- Work required
Below are the entries. Transcribe exactly the lines from the one with "display:grid; place-items:center; width:39px;" through the one with "position:absolute; translate:-50% -50px;", ends included, and leave out all others.

[[ Data shown, beginning ]]

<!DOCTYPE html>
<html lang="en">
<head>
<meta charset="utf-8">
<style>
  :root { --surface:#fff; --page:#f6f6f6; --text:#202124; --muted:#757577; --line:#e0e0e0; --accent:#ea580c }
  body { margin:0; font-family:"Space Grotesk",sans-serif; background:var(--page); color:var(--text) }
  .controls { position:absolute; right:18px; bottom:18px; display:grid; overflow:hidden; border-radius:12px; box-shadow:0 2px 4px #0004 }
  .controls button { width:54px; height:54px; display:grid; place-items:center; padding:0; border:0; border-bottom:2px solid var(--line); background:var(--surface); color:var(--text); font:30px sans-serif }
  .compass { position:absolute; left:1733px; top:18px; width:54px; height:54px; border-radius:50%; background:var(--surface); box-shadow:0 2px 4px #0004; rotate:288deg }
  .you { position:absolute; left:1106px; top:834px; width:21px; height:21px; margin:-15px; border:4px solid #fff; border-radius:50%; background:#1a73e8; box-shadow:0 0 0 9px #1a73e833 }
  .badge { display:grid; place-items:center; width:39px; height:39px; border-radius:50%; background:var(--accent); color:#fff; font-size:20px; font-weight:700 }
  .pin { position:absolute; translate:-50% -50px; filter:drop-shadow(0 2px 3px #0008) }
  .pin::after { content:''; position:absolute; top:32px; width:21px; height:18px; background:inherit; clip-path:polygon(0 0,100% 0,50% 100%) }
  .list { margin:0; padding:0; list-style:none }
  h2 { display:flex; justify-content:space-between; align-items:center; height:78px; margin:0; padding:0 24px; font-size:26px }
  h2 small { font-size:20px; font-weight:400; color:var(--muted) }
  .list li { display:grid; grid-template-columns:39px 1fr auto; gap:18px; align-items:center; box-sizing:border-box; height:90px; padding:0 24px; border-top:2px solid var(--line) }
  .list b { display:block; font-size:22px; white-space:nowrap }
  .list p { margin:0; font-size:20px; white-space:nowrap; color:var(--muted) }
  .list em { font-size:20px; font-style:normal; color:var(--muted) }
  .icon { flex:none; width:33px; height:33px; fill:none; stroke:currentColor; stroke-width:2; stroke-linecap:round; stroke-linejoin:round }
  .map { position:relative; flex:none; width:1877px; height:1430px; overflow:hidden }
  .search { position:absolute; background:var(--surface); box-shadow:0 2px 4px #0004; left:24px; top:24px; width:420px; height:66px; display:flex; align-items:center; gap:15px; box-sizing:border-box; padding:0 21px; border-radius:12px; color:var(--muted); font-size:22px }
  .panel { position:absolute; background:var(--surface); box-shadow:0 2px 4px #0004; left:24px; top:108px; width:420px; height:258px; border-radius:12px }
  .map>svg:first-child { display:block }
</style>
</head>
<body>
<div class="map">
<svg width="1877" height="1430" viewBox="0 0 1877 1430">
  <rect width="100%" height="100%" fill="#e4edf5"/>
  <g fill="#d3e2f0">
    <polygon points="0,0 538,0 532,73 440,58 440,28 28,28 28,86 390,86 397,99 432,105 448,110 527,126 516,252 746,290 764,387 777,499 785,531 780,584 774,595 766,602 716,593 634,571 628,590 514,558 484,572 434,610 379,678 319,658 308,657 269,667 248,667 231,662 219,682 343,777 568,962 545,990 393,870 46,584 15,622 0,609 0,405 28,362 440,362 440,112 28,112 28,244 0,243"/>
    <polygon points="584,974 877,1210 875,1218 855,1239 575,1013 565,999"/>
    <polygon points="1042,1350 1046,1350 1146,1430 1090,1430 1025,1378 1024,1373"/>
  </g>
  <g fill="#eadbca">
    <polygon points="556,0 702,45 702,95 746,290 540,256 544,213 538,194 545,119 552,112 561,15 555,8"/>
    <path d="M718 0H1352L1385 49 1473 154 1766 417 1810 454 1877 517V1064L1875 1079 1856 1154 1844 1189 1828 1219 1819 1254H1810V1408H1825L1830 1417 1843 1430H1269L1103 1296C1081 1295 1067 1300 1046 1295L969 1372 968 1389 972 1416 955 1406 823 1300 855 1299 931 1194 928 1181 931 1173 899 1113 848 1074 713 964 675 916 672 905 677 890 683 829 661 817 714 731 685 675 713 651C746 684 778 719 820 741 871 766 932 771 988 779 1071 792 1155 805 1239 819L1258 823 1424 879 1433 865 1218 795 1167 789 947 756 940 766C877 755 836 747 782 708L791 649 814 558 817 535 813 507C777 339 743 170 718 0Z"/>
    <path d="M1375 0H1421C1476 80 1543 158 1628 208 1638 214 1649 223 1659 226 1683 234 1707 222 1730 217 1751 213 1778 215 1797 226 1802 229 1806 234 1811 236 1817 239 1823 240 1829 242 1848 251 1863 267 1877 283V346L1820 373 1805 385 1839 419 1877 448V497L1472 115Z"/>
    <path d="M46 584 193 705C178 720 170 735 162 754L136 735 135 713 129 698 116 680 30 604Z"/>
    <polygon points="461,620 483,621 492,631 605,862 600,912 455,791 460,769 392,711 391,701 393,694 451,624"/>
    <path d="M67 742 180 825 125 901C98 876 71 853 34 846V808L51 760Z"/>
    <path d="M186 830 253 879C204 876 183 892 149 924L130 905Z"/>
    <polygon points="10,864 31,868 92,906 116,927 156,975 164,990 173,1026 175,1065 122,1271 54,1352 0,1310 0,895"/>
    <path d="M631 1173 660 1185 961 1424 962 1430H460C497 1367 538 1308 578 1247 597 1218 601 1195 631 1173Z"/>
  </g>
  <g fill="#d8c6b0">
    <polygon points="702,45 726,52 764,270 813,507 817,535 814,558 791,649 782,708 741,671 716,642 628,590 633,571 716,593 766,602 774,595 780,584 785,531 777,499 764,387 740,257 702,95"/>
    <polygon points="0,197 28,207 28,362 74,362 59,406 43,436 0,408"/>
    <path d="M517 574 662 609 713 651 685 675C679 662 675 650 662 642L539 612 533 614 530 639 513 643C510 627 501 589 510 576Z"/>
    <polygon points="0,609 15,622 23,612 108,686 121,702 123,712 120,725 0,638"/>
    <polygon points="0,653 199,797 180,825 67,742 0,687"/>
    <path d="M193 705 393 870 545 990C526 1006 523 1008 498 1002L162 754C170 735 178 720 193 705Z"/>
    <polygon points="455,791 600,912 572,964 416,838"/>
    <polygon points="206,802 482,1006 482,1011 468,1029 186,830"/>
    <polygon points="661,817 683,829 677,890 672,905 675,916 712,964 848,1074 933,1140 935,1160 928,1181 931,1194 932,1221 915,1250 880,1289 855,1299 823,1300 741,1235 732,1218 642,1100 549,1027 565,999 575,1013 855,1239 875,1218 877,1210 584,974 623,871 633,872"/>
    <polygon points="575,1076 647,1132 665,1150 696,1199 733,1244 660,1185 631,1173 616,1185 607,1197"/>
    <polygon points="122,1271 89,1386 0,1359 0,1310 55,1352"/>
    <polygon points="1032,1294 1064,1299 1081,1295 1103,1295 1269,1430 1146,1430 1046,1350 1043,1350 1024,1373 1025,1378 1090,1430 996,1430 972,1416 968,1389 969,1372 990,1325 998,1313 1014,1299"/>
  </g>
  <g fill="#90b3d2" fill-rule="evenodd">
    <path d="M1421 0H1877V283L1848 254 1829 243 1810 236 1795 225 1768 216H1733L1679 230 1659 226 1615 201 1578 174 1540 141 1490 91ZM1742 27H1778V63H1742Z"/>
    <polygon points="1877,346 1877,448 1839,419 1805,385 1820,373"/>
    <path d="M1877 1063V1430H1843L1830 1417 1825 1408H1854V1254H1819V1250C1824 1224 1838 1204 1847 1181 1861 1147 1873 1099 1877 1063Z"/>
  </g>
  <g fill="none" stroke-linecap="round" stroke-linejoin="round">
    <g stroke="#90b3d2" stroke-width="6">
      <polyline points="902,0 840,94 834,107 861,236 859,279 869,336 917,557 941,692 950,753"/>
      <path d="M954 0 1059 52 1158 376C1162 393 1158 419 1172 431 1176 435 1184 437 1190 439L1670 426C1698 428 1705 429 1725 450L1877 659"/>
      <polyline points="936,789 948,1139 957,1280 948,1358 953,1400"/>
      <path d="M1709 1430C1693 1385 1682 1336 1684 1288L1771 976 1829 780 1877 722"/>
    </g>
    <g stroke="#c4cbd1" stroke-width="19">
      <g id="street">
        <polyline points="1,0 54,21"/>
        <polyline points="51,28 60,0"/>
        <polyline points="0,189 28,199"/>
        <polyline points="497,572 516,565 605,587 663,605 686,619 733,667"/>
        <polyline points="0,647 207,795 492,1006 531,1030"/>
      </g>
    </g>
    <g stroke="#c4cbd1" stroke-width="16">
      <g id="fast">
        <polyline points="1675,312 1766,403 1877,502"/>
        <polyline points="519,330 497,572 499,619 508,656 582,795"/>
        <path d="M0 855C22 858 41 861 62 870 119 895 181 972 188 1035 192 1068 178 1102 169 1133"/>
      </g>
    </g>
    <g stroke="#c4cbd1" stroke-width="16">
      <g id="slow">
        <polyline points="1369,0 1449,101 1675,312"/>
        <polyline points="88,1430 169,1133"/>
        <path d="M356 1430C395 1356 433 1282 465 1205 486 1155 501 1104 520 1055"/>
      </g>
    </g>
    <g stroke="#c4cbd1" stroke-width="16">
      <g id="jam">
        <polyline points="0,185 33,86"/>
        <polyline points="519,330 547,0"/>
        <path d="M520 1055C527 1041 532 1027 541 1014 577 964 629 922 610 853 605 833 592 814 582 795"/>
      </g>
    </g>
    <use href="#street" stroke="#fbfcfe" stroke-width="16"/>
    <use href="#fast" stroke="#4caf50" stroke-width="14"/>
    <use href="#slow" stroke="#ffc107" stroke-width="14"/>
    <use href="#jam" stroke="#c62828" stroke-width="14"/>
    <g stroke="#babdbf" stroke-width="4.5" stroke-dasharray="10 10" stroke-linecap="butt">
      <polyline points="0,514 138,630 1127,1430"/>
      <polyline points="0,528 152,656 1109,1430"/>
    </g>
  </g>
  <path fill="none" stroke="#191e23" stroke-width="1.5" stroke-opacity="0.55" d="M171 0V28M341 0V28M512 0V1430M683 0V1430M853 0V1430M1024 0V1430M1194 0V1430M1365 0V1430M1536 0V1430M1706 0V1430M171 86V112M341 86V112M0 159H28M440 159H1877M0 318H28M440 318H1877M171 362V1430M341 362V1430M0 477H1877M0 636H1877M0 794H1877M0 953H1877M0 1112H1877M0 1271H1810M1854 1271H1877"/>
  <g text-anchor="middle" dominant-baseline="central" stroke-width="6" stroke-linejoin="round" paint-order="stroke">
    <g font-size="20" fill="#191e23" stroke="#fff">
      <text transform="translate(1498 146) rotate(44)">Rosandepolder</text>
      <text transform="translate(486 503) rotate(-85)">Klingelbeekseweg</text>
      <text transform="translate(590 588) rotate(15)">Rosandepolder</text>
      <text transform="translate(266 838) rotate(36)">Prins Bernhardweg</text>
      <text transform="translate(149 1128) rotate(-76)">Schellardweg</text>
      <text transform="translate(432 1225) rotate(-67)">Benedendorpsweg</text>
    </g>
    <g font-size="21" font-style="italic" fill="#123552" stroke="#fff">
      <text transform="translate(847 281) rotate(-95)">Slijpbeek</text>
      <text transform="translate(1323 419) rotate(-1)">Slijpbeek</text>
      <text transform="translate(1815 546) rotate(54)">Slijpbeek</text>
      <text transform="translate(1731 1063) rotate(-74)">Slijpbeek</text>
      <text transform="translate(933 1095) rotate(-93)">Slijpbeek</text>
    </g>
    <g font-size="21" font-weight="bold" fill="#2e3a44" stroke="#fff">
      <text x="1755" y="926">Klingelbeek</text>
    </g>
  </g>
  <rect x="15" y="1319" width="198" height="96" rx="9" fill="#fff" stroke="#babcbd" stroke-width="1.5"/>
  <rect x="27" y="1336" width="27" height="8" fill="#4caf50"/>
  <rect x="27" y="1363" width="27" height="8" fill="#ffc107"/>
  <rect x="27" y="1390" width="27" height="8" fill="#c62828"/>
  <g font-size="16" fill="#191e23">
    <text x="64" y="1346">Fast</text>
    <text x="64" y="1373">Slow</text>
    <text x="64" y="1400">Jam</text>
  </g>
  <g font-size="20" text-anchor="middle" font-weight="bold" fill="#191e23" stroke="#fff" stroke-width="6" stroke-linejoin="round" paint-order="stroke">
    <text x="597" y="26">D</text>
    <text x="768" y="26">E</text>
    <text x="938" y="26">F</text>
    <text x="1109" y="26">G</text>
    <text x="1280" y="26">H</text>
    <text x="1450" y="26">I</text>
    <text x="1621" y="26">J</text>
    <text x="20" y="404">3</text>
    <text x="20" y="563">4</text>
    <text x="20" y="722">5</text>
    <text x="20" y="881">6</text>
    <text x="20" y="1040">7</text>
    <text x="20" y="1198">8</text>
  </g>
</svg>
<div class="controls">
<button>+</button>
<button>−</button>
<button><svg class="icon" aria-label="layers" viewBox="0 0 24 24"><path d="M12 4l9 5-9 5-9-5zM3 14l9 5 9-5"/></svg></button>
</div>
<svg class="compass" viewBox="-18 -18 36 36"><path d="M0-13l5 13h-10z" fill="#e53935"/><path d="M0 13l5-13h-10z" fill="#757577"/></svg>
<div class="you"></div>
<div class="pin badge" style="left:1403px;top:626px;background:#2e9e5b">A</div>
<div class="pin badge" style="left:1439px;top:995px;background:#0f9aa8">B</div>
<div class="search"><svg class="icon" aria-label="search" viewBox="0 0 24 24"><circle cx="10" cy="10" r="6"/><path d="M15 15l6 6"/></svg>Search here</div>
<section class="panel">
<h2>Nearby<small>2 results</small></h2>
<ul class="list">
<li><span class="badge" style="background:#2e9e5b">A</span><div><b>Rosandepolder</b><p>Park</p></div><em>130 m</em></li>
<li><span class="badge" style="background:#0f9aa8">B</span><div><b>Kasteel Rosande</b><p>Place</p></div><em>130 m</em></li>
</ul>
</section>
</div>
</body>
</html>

[[ Data shown, end ]]

- Response to the exercise
  .badge { display:grid; place-items:center; width:39px; height:39px; border-radius:50%; background:var(--accent); color:#fff; font-size:20px; font-weight:700 }
  .pin { position:absolute; translate:-50% -50px; filter:drop-shadow(0 2px 3px #0008) }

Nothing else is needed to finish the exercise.